- **Records for processing**
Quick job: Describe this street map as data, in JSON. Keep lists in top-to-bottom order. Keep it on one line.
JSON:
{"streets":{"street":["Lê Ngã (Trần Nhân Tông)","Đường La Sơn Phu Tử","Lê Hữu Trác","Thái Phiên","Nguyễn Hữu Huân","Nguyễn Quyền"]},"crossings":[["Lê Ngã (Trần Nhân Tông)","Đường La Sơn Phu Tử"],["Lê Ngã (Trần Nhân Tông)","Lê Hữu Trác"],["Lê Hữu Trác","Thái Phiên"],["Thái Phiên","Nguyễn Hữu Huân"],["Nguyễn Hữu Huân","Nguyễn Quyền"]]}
==
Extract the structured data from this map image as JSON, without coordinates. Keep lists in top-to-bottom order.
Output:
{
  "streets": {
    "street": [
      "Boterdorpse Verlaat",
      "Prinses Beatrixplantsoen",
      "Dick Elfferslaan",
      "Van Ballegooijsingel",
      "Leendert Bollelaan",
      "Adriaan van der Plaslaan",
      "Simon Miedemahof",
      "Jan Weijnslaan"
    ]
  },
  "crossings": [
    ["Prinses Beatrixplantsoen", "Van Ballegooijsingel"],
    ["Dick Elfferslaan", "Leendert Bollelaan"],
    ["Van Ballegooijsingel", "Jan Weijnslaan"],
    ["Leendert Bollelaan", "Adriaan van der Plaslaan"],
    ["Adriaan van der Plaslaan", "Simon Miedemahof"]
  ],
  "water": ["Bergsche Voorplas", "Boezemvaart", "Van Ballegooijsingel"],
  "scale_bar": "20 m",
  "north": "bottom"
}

- **Problem statement**
Among the entries above, how many lines hold the string "data"? Answer with the number only.

- **Result of the exercise**
2